(Items from a data source)
▬▬▬▬▬▬

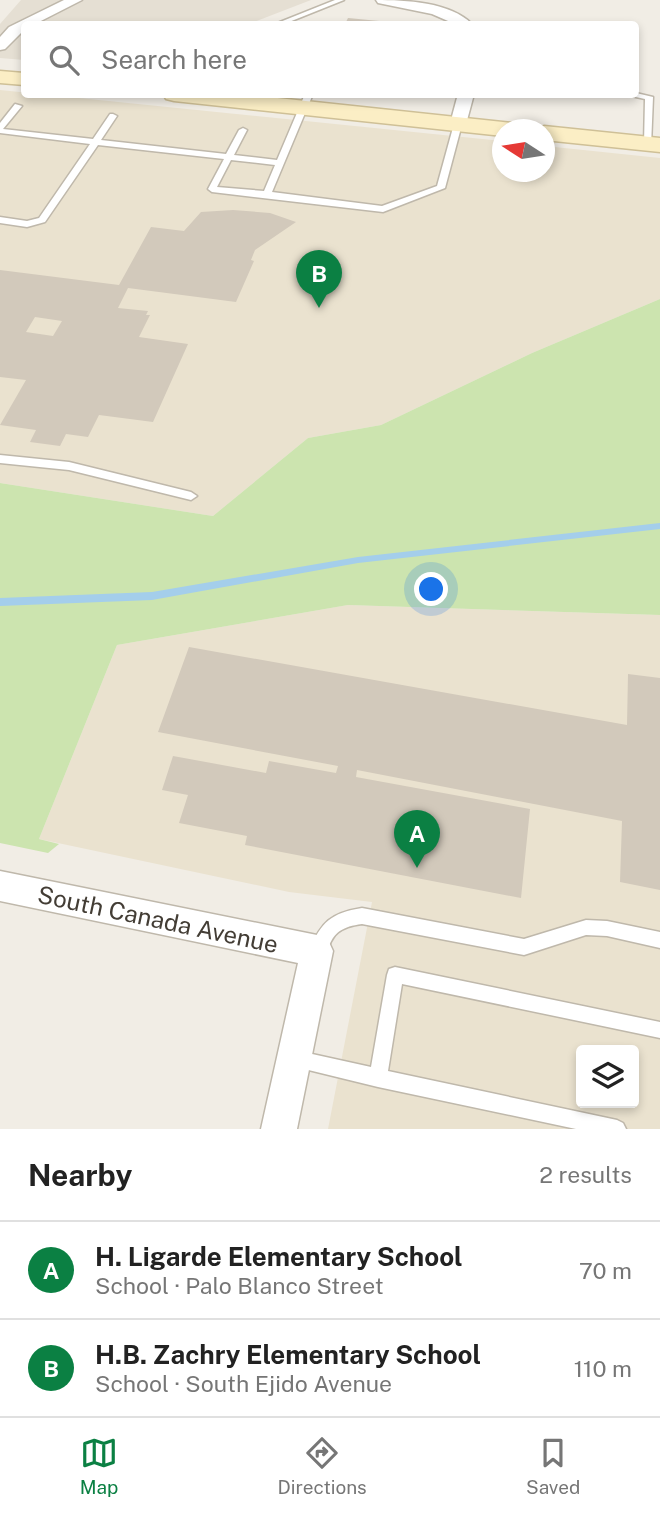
<!DOCTYPE html>
<meta charset="utf-8">
<style>
:root{--surface:#fff;--page:#f2f2f2;--text:#222;--muted:#767676;--line:#e0e0e0;--accent:#0b8043}
body{margin:0;font-family:"Public Sans",sans-serif;background:var(--page);color:var(--text)}
.controls{position:absolute;right:21px;bottom:21px;display:grid;overflow:hidden;border-radius:7px;box-shadow:0 4px 10px #0003}
.controls button{width:63px;height:63px;display:grid;place-items:center;padding:0;border:0;border-bottom:2px solid var(--line);background:var(--surface);color:var(--text);font:35px sans-serif}
.compass{position:absolute;left:492px;top:119px;width:63px;height:63px;border-radius:50%;background:var(--surface);box-shadow:0 4px 10px #0003;rotate:282deg}
.you{position:absolute;left:432px;top:590px;width:24px;height:24px;margin:-18px;border:5px solid #fff;border-radius:50%;background:#1a73e8;box-shadow:0 0 0 10px #1a73e833}
.badge{display:grid;place-items:center;width:46px;height:46px;border-radius:50%;background:var(--accent);color:#fff;font-size:23px;font-weight:700}
.pin{position:absolute;translate:-50% -58px;filter:drop-shadow(0 2px 4px #0008)}
.pin::after{content:'';position:absolute;top:37px;width:24px;height:21px;background:inherit;clip-path:polygon(0 0,100% 0,50% 100%)}
.list{margin:0;padding:0;list-style:none}
h2{display:flex;justify-content:space-between;align-items:center;height:91px;margin:0;padding:0 28px;font-size:30px}
h2 small{font-size:23px;font-weight:400;color:var(--muted)}
.list li{display:grid;grid-template-columns:46px 1fr auto;gap:21px;align-items:center;box-sizing:border-box;height:98px;padding:0 28px;border-top:2px solid var(--line)}
.list b{display:block;font-size:26px;white-space:nowrap}
.list p{margin:0;font-size:23px;white-space:nowrap;color:var(--muted)}
.list em{font-size:23px;font-style:normal;color:var(--muted)}
.icon{flex:none;width:38px;height:38px;fill:none;stroke:currentColor;stroke-width:2;stroke-linecap:round;stroke-linejoin:round}
.map{position:relative;flex:none;width:660px;height:1129px;overflow:hidden}
.search{position:absolute;background:var(--surface);box-shadow:0 4px 10px #0003;left:21px;right:21px;top:21px;height:77px;display:flex;align-items:center;gap:18px;box-sizing:border-box;padding:0 24px;border-radius:7px;color:var(--muted);font-size:26px}
.sheet{height:287px;background:var(--surface)}
nav{display:flex;justify-content:space-around;align-items:center;box-sizing:border-box;height:98px;border-top:2px solid var(--line);background:var(--surface);font-size:19px;color:var(--muted)}
nav a{display:grid;justify-items:center;gap:4px}
nav .on{color:var(--accent)}
.map>svg:first-child{display:block}
.residential{fill:#e5dfd3}
.education{fill:#eae2cf;fill-rule:evenodd}
.green{fill:#cce4af}
.lines{fill:none;stroke-linecap:round;stroke-linejoin:round}
.stream{fill:#a4ceeb;fill-rule:evenodd}
.building{fill:#d2c9bb;fill-rule:evenodd}
.lane-casing{stroke:#bfb8ab;stroke-width:3}
.street-casing{stroke:#bfb8ab;stroke-width:3}
.secondary-casing{stroke:#cfc097;stroke-width:3}
.lane{fill:#fff;fill-rule:evenodd}
.street{fill:#fff;fill-rule:evenodd}
.secondary{fill:#fbeec5;fill-rule:evenodd}
.labels{text-anchor:middle;dominant-baseline:central;stroke-width:6;stroke-linejoin:round;paint-order:stroke}
.near-street-label{font-size:24px;fill:#433d35;stroke:#fff}
</style>
<div class="map">
<svg width="660" height="1129" viewBox="0 0 660 1129">
<rect width="100%" height="100%" fill="#f1ede5"/>
<polygon class="residential" points="21,0 311,0 249,24 24,24 24,60 0,58 0,24"/>
<g class="education">
<polygon points="0,90 502,141 503,172 544,172 545,146 660,158 660,299 532,353 381,425 308,438 213,516 0,483"/>
<path d="M348 605 660 615V1129H328L372 902 289 892 39 839 117 645ZM581 1050H634V1103H581Z"/>
</g>
<polygon class="green" points="660,299 660,615 348,605 117,645 39,839 59,844 48,853 0,843 0,483 213,516 308,438 381,425 532,353"/>
<g class="lines">
<polygon class="stream" points="660,523 660,529 358,563 152,600 0,606 0,598 152,592 358,557"/>
</g>
<g class="building">
<polygon points="348,18 400,23 400,24 345,24"/>
<path d="M233 210 270 213 296 222 255 250 251 260 254 261 236 302 128 288 118 308 148 311 146 315H150L139 337 188 344 153 422 99 415 88 437 66 434 60 446 30 442 36 430 0 425 26 380 0 377V270L119 285 151 227 184 231 201 212ZM35 317 62 321 53 336 26 332Z"/>
<polygon points="189,647 627,725 628,674 660,678 660,890 620,882 622,821 357,770 356,777 530,809 521,898 245,845 247,836 179,823 188,795 162,790 173,756 266,773 269,761 336,773 338,766 158,732"/>
</g>
<g class="lines">
<defs>
<g id="lane">
<polygon points="335,0 344,0 284,24 275,24"/>
<polygon points="636,93 653,97 651,146 644,144 645,99 622,94 636,94"/>
<path d="M305 94H313L272 192 382 206 437 186 454 124 458 122 462 124 445 188 383 212 212 192 208 189 224 159 98 145 45 222 27 227 0 223V217L27 221 39 218 90 144 0 133V123L15 104 22 106 3 129 93 139 110 114H113L117 116 101 140 226 154 239 130 243 128 247 130 234 155 277 160ZM231 160 275 165 264 191 217 187Z"/>
<polygon points="0,455 69,462 191,492 197,496 191,500 69,470 0,463"/>
<path d="M362 908 524 939 586 920 607 921 660 932V948L607 936 586 935 524 955 362 924C322 929 336 951 317 959L311 957 309 951C321 922 331 913 362 908Z"/>
<polygon points="395,967 660,1022 660,1038 402,984 388,1071 617,1120 623,1123 626,1129 576,1129 378,1087 288,1065 285,1059 288,1053 294,1050 371,1067 387,975 389,969"/>
</g>
<g id="street">
<polygon points="64,0 82,0 35,24 24,24 24,30 5,49 0,50 0,37 9,27"/>
<path d="M376 0C406 0 450 2 472 24H455L432 14 378 3Z"/>
<polygon points="458,94 474,94 466,124 458,129 450,124"/>
<polygon points="0,871 317,935 328,940 333,951 297,1129 261,1129 298,963 0,901"/>
</g>
<g id="secondary">
<polygon points="0,71 24,73 24,85 0,83"/>
<polygon points="163,94 241,94 512,123 520,125 523,130 503,130 503,136 174,101 166,99"/>
<polygon points="544,126 660,138 660,152 544,140 544,130 535,130"/>
</g>
</defs>
<use href="#lane" class="lane-casing"/>
<use href="#street" class="street-casing"/>
<use href="#secondary" class="secondary-casing"/>
<use href="#lane" class="lane"/>
<use href="#street" class="street"/>
<use href="#secondary" class="secondary"/>
</g>
<g class="labels">
<g class="near-street-label">
<text transform="translate(158 919) rotate(12)">South Canada Avenue</text>
</g>
</g>
</svg>
<div class="controls">
<button><svg class="icon" aria-label="layers" viewBox="0 0 24 24"><path d="M12 4l9 5-9 5-9-5zM3 14l9 5 9-5"/></svg></button>
</div>
<svg class="compass" viewBox="-18 -18 36 36"><path d="M0-13l5 13h-10z" fill="#e53935"/><path d="M0 13l5-13h-10z" fill="#767676"/></svg>
<div class="you"></div>
<div class="pin badge" style="left:417px;top:868px">A</div>
<div class="pin badge" style="left:319px;top:308px">B</div>
<div class="search"><svg class="icon" aria-label="search" viewBox="0 0 24 24"><circle cx="10" cy="10" r="6"/><path d="M15 15l6 6"/></svg>Search here</div>
</div>
<section class="sheet">
<h2>Nearby<small>2 results</small></h2>
<ul class="list">
<li><span class="badge">A</span><div><b>H. Ligarde Elementary School</b><p>School · Palo Blanco Street</p></div><em>70 m</em></li>
<li><span class="badge">B</span><div><b>H.B. Zachry Elementary School</b><p>School · South Ejido Avenue</p></div><em>110 m</em></li>
</ul>
</section>
<nav>
<a class="on"><svg class="icon" aria-label="map" viewBox="0 0 24 24"><path d="M3 6l6-2 6 2 6-2v14l-6 2-6-2-6 2zM9 4v14M15 6v14"/></svg>Map</a>
<a><svg class="icon" aria-label="directions" viewBox="0 0 24 24"><path d="M12 3l9 9-9 9-9-9zM9 14v-3h6M13 9l2 2-2 2"/></svg>Directions</a>
<a><svg class="icon" aria-label="saved" viewBox="0 0 24 24"><path d="M7 4h10v16l-5-4-5 4z"/></svg>Saved</a>
</nav>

▬▬▬▬▬▬

What the exercise asks: The answer should be nothing more than the lines from the one with "660,138 660,152 544,140" through the end of the entries, restated word for word.

Response to this task:
<polygon points="544,126 660,138 660,152 544,140 544,130 535,130"/>
</g>
</defs>
<use href="#lane" class="lane-casing"/>
<use href="#street" class="street-casing"/>
<use href="#secondary" class="secondary-casing"/>
<use href="#lane" class="lane"/>
<use href="#street" class="street"/>
<use href="#secondary" class="secondary"/>
</g>
<g class="labels">
<g class="near-street-label">
<text transform="translate(158 919) rotate(12)">South Canada Avenue</text>
</g>
</g>
</svg>
<div class="controls">
<button><svg class="icon" aria-label="layers" viewBox="0 0 24 24"><path d="M12 4l9 5-9 5-9-5zM3 14l9 5 9-5"/></svg></button>
</div>
<svg class="compass" viewBox="-18 -18 36 36"><path d="M0-13l5 13h-10z" fill="#e53935"/><path d="M0 13l5-13h-10z" fill="#767676"/></svg>
<div class="you"></div>
<div class="pin badge" style="left:417px;top:868px">A</div>
<div class="pin badge" style="left:319px;top:308px">B</div>
<div class="search"><svg class="icon" aria-label="search" viewBox="0 0 24 24"><circle cx="10" cy="10" r="6"/><path d="M15 15l6 6"/></svg>Search here</div>
</div>
<section class="sheet">
<h2>Nearby<small>2 results</small></h2>
<ul class="list">
<li><span class="badge">A</span><div><b>H. Ligarde Elementary School</b><p>School · Palo Blanco Street</p></div><em>70 m</em></li>
<li><span class="badge">B</span><div><b>H.B. Zachry Elementary School</b><p>School · South Ejido Avenue</p></div><em>110 m</em></li>
</ul>
</section>
<nav>
<a class="on"><svg class="icon" aria-label="map" viewBox="0 0 24 24"><path d="M3 6l6-2 6 2 6-2v14l-6 2-6-2-6 2zM9 4v14M15 6v14"/></svg>Map</a>
<a><svg class="icon" aria-label="directions" viewBox="0 0 24 24"><path d="M12 3l9 9-9 9-9-9zM9 14v-3h6M13 9l2 2-2 2"/></svg>Directions</a>
<a><svg class="icon" aria-label="saved" viewBox="0 0 24 24"><path d="M7 4h10v16l-5-4-5 4z"/></svg>Saved</a>
</nav>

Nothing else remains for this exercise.